### Task details
Give back each entry verbatim.

Provided records Start Marker

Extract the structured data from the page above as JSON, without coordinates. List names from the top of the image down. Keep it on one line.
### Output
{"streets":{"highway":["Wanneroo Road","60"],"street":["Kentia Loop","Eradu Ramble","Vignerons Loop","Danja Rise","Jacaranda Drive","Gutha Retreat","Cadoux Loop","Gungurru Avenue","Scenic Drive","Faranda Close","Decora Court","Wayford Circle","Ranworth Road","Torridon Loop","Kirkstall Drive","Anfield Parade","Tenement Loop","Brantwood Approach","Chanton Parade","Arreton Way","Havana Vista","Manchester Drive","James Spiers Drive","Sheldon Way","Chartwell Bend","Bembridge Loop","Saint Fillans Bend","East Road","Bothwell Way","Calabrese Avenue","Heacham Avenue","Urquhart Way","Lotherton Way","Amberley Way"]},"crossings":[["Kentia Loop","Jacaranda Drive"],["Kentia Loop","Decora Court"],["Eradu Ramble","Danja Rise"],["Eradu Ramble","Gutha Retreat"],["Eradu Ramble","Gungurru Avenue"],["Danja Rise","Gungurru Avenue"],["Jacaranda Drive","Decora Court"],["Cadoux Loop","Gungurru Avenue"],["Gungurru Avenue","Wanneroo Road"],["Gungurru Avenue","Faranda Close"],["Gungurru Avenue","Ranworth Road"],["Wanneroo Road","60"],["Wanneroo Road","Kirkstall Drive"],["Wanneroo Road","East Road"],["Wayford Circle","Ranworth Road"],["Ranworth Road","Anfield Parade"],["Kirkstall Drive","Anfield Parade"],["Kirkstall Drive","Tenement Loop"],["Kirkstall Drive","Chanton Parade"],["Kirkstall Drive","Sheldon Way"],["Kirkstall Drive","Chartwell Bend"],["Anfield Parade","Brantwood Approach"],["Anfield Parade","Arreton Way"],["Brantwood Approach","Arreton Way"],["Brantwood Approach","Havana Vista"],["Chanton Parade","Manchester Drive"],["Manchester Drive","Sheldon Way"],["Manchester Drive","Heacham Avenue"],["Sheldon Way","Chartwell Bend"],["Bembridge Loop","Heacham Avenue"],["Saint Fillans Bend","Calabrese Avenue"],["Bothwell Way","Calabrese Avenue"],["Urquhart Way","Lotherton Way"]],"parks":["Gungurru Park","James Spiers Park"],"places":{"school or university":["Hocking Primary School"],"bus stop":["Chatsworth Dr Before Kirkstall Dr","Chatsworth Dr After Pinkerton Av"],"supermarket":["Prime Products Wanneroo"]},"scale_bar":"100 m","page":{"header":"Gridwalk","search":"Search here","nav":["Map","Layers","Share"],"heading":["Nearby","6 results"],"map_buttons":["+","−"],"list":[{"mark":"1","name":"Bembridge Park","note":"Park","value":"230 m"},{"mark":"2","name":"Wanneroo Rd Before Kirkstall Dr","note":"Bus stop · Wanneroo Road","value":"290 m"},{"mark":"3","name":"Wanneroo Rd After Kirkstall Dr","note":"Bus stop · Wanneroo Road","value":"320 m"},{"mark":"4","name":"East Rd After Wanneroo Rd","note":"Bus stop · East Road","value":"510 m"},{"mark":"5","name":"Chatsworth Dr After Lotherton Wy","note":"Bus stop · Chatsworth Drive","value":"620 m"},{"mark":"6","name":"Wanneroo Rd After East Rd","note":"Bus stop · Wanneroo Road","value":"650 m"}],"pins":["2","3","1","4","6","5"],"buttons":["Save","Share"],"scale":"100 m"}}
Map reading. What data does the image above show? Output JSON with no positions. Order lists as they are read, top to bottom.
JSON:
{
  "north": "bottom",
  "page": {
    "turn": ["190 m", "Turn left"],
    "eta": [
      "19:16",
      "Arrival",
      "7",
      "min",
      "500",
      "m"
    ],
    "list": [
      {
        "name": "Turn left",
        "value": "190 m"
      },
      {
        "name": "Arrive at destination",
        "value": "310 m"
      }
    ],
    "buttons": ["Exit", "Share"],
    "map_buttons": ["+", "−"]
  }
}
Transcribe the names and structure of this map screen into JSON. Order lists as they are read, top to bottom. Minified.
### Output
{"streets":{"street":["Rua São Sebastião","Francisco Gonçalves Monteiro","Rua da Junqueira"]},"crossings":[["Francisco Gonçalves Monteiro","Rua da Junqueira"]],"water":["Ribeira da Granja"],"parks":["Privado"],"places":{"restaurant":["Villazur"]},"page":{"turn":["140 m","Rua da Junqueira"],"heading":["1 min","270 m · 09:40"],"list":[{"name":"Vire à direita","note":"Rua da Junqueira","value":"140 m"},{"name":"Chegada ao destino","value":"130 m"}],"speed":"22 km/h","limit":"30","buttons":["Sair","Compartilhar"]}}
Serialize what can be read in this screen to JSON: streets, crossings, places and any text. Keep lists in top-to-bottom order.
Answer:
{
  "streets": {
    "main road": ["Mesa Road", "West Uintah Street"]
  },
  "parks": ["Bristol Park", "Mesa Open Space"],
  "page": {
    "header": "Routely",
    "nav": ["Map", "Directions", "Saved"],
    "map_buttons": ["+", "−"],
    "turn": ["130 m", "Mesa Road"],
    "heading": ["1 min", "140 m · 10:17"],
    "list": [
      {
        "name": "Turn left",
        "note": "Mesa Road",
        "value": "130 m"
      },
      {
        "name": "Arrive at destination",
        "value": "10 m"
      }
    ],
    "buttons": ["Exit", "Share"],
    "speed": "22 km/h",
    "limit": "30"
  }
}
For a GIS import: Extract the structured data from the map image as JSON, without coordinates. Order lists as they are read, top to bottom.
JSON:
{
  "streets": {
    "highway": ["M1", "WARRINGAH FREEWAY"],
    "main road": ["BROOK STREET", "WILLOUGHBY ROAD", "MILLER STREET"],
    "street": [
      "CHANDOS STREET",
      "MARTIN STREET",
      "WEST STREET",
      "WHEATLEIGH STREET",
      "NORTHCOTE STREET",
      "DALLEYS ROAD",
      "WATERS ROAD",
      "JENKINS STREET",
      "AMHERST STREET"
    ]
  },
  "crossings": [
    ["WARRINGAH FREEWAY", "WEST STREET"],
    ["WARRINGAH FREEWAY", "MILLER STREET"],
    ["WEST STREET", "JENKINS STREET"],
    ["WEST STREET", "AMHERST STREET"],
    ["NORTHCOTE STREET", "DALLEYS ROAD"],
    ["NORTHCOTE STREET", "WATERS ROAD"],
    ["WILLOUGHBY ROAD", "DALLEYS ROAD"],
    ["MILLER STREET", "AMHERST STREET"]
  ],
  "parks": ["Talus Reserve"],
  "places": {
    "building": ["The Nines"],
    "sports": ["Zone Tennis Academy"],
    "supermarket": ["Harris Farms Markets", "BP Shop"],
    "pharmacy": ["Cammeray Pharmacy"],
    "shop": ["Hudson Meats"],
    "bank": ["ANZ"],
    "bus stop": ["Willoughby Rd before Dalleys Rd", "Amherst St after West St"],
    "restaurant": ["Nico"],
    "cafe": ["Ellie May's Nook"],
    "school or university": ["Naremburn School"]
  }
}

Provided records End Marker

### Result below
Extract the structured data from the page above as JSON, without coordinates. List names from the top of the image down. Keep it on one line.
### Output
{"streets":{"highway":["Wanneroo Road","60"],"street":["Kentia Loop","Eradu Ramble","Vignerons Loop","Danja Rise","Jacaranda Drive","Gutha Retreat","Cadoux Loop","Gungurru Avenue","Scenic Drive","Faranda Close","Decora Court","Wayford Circle","Ranworth Road","Torridon Loop","Kirkstall Drive","Anfield Parade","Tenement Loop","Brantwood Approach","Chanton Parade","Arreton Way","Havana Vista","Manchester Drive","James Spiers Drive","Sheldon Way","Chartwell Bend","Bembridge Loop","Saint Fillans Bend","East Road","Bothwell Way","Calabrese Avenue","Heacham Avenue","Urquhart Way","Lotherton Way","Amberley Way"]},"crossings":[["Kentia Loop","Jacaranda Drive"],["Kentia Loop","Decora Court"],["Eradu Ramble","Danja Rise"],["Eradu Ramble","Gutha Retreat"],["Eradu Ramble","Gungurru Avenue"],["Danja Rise","Gungurru Avenue"],["Jacaranda Drive","Decora Court"],["Cadoux Loop","Gungurru Avenue"],["Gungurru Avenue","Wanneroo Road"],["Gungurru Avenue","Faranda Close"],["Gungurru Avenue","Ranworth Road"],["Wanneroo Road","60"],["Wanneroo Road","Kirkstall Drive"],["Wanneroo Road","East Road"],["Wayford Circle","Ranworth Road"],["Ranworth Road","Anfield Parade"],["Kirkstall Drive","Anfield Parade"],["Kirkstall Drive","Tenement Loop"],["Kirkstall Drive","Chanton Parade"],["Kirkstall Drive","Sheldon Way"],["Kirkstall Drive","Chartwell Bend"],["Anfield Parade","Brantwood Approach"],["Anfield Parade","Arreton Way"],["Brantwood Approach","Arreton Way"],["Brantwood Approach","Havana Vista"],["Chanton Parade","Manchester Drive"],["Manchester Drive","Sheldon Way"],["Manchester Drive","Heacham Avenue"],["Sheldon Way","Chartwell Bend"],["Bembridge Loop","Heacham Avenue"],["Saint Fillans Bend","Calabrese Avenue"],["Bothwell Way","Calabrese Avenue"],["Urquhart Way","Lotherton Way"]],"parks":["Gungurru Park","James Spiers Park"],"places":{"school or university":["Hocking Primary School"],"bus stop":["Chatsworth Dr Before Kirkstall Dr","Chatsworth Dr After Pinkerton Av"],"supermarket":["Prime Products Wanneroo"]},"scale_bar":"100 m","page":{"header":"Gridwalk","search":"Search here","nav":["Map","Layers","Share"],"heading":["Nearby","6 results"],"map_buttons":["+","−"],"list":[{"mark":"1","name":"Bembridge Park","note":"Park","value":"230 m"},{"mark":"2","name":"Wanneroo Rd Before Kirkstall Dr","note":"Bus stop · Wanneroo Road","value":"290 m"},{"mark":"3","name":"Wanneroo Rd After Kirkstall Dr","note":"Bus stop · Wanneroo Road","value":"320 m"},{"mark":"4","name":"East Rd After Wanneroo Rd","note":"Bus stop · East Road","value":"510 m"},{"mark":"5","name":"Chatsworth Dr After Lotherton Wy","note":"Bus stop · Chatsworth Drive","value":"620 m"},{"mark":"6","name":"Wanneroo Rd After East Rd","note":"Bus stop · Wanneroo Road","value":"650 m"}],"pins":["2","3","1","4","6","5"],"buttons":["Save","Share"],"scale":"100 m"}}
Map reading. What data does the image above show? Output JSON with no positions. Order lists as they are read, top to bottom.
JSON:
{
  "north": "bottom",
  "page": {
    "turn": ["190 m", "Turn left"],
    "eta": [
      "19:16",
      "Arrival",
      "7",
      "min",
      "500",
      "m"
    ],
    "list": [
      {
        "name": "Turn left",
        "value": "190 m"
      },
      {
        "name": "Arrive at destination",
        "value": "310 m"
      }
    ],
    "buttons": ["Exit", "Share"],
    "map_buttons": ["+", "−"]
  }
}
Transcribe the names and structure of this map screen into JSON. Order lists as they are read, top to bottom. Minified.
### Output
{"streets":{"street":["Rua São Sebastião","Francisco Gonçalves Monteiro","Rua da Junqueira"]},"crossings":[["Francisco Gonçalves Monteiro","Rua da Junqueira"]],"water":["Ribeira da Granja"],"parks":["Privado"],"places":{"restaurant":["Villazur"]},"page":{"turn":["140 m","Rua da Junqueira"],"heading":["1 min","270 m · 09:40"],"list":[{"name":"Vire à direita","note":"Rua da Junqueira","value":"140 m"},{"name":"Chegada ao destino","value":"130 m"}],"speed":"22 km/h","limit":"30","buttons":["Sair","Compartilhar"]}}
Serialize what can be read in this screen to JSON: streets, crossings, places and any text. Keep lists in top-to-bottom order.
Answer:
{
  "streets": {
    "main road": ["Mesa Road", "West Uintah Street"]
  },
  "parks": ["Bristol Park", "Mesa Open Space"],
  "page": {
    "header": "Routely",
    "nav": ["Map", "Directions", "Saved"],
    "map_buttons": ["+", "−"],
    "turn": ["130 m", "Mesa Road"],
    "heading": ["1 min", "140 m · 10:17"],
    "list": [
      {
        "name": "Turn left",
        "note": "Mesa Road",
        "value": "130 m"
      },
      {
        "name": "Arrive at destination",
        "value": "10 m"
      }
    ],
    "buttons": ["Exit", "Share"],
    "speed": "22 km/h",
    "limit": "30"
  }
}
For a GIS import: Extract the structured data from the map image as JSON, without coordinates. Order lists as they are read, top to bottom.
JSON:
{
  "streets": {
    "highway": ["M1", "WARRINGAH FREEWAY"],
    "main road": ["BROOK STREET", "WILLOUGHBY ROAD", "MILLER STREET"],
    "street": [
      "CHANDOS STREET",
      "MARTIN STREET",
      "WEST STREET",
      "WHEATLEIGH STREET",
      "NORTHCOTE STREET",
      "DALLEYS ROAD",
      "WATERS ROAD",
      "JENKINS STREET",
      "AMHERST STREET"
    ]
  },
  "crossings": [
    ["WARRINGAH FREEWAY", "WEST STREET"],
    ["WARRINGAH FREEWAY", "MILLER STREET"],
    ["WEST STREET", "JENKINS STREET"],
    ["WEST STREET", "AMHERST STREET"],
    ["NORTHCOTE STREET", "DALLEYS ROAD"],
    ["NORTHCOTE STREET", "WATERS ROAD"],
    ["WILLOUGHBY ROAD", "DALLEYS ROAD"],
    ["MILLER STREET", "AMHERST STREET"]
  ],
  "parks": ["Talus Reserve"],
  "places": {
    "building": ["The Nines"],
    "sports": ["Zone Tennis Academy"],
    "supermarket": ["Harris Farms Markets", "BP Shop"],
    "pharmacy": ["Cammeray Pharmacy"],
    "shop": ["Hudson Meats"],
    "bank": ["ANZ"],
    "bus stop": ["Willoughby Rd before Dalleys Rd", "Amherst St after West St"],
    "restaurant": ["Nico"],
    "cafe": ["Ellie May's Nook"],
    "school or university": ["Naremburn School"]
  }
}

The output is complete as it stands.